EU consumer chief Meglena Kuneva is planning to clamp down on companies that impose geographical restrictions on shoppers.
In a speech given in London, Kuneva said she will propose new legislation this autumn for creating an EU-wide set of rules governing online and in-store transactions. The "single, simple set of core rights and obligations" will make it easier to buy and sell across borders and bring down costs for shoppers.
A survey of 26,000 consumers and 7200 businesses - covering the 27 EU-countries and Norway - found that the number EU consumers that have bought at least one item over the Internet has increased from 27% in 2006 to 33% in 2008.
But cross border e-commerce activity has stayed flat - rising from six per cent in 2006 to seven per cent this year.
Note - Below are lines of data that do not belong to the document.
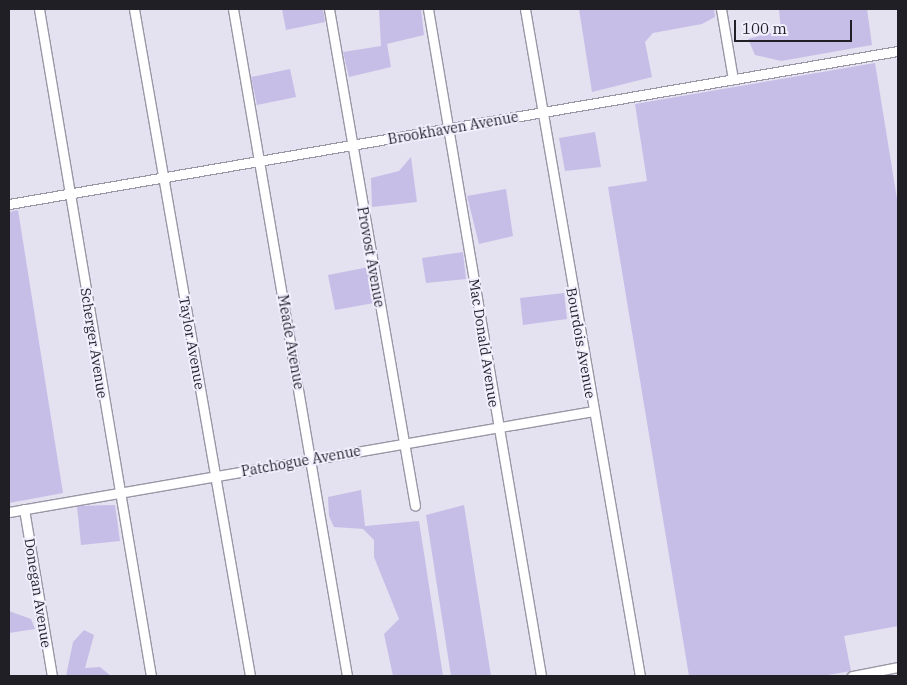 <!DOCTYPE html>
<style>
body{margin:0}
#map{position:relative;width:907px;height:685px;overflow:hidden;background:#e4e1f1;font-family:"IBM Plex Serif",serif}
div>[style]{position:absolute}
.green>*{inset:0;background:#c7bee7}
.roads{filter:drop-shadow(1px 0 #9a96a6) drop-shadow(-1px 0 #9a96a6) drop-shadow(0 1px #9a96a6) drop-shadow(0 -1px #9a96a6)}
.street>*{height:9px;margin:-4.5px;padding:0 4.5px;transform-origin:4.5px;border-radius:4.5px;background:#fff}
span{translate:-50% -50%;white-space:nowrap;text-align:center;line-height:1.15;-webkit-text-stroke:4px #f1eefe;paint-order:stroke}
.street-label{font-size:14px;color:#201f25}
.frame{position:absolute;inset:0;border:10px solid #201f25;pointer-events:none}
.scale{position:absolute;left:734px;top:20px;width:118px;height:22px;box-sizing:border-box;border:2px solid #201f25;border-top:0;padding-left:6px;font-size:15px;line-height:18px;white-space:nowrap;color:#201f25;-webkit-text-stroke:4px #f1eefe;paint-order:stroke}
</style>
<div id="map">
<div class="green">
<div style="clip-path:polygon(282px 9px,323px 9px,325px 22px,286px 30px)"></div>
<div style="clip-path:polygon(379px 9px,421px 9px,424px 35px,387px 44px,391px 67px,349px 77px,343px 52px,381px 46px)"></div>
<div style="clip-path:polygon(579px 9px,714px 9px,715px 17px,702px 24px,653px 33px,645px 42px,652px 77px,592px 92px)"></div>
<div style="clip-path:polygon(779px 9px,867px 9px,872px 45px,781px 61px,755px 55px,748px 39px,781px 30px)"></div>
<div style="clip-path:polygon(875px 63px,898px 205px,898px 626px,844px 636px,851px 671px,822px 676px,689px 676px,608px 187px,647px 181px,635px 104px)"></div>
<div style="clip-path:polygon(290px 69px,296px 97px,257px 105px,251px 77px)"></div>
<div style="clip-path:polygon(595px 132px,601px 167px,565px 171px,559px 138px)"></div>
<div style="clip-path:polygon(411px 157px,417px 202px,372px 207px,371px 178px,399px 171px)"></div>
<div style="clip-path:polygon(506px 189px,513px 236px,479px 244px,467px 196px)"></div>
<div style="clip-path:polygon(18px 210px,63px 493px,9px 503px,9px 212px)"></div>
<div style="clip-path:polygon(463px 252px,466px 279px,426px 283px,422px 258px)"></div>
<div style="clip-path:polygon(369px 267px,374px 303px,335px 310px,328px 275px)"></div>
<div style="clip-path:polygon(564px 293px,567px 319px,523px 325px,520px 298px)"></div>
<div style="clip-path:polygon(361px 490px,365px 526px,419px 521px,443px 676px,393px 676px,384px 634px,399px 619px,374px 557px,374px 540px,363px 529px,334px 527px,329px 516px,328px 497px)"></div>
<div style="clip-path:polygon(115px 505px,120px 541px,81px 545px,77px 506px)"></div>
<div style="clip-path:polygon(464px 505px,491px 676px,451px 676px,427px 521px,426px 515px)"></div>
<div style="clip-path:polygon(9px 611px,31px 619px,35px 629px,9px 633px)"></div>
<div style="clip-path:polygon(84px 630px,94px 635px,85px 668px,100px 667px,111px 676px,66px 676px,73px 642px)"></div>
</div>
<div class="roads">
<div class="street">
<div style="left:39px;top:9px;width:676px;rotate:80.47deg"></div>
<div style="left:134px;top:9px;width:677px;rotate:80.13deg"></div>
<div style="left:233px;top:9px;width:677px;rotate:80.3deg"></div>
<div style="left:329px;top:9px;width:504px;rotate:80.18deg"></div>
<div style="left:428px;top:9px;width:677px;rotate:80.38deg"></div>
<div style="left:525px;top:9px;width:677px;rotate:80.22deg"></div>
<div style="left:721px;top:9px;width:71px;rotate:80.3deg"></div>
<div style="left:9px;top:204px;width:902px;rotate:-9.77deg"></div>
<div style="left:24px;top:509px;width:169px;rotate:80.5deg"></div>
<div style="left:9px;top:512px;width:593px;rotate:-9.81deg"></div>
<div style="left:852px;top:676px;width:47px;rotate:-11.1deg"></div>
</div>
</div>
<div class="street-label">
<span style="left:453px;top:128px;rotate:-10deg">Brookhaven Avenue</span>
<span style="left:371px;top:257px;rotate:80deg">Provost Avenue</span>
<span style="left:291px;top:342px;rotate:80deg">Meade Avenue</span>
<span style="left:94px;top:343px;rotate:81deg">Scherger Avenue</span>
<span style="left:192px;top:343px;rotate:80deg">Taylor Avenue</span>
<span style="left:484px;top:343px;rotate:81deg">Mac Donald Avenue</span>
<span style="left:581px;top:343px;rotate:80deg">Bourdois Avenue</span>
<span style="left:301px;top:461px;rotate:-10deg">Patchogue Avenue</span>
<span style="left:38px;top:593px;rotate:81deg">Donegan Avenue</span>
</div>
<div class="frame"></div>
<div class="scale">100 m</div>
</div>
Only 17 % of e-commerce revenue for those who sell cross-border stems from this market, compared to 16% in 2006.
According to the EU survey, 37% of respondents said they would be more confident making online purchases from sellers located in their own country - down eight per cent since 2006. But 57% are equally or even more confident making purchases online from sellers in another EU country - up eight per cent on 2006.
"Consumers and retailers are beginning to embrace e-commerce at national level but internal market barriers still persist online," says Kuneva in a statement. "The potential of the online internal market to deliver greater choice and lower price to consumers and new markets for retailers is considerable. We need to redouble our efforts to tackle the remaining borders."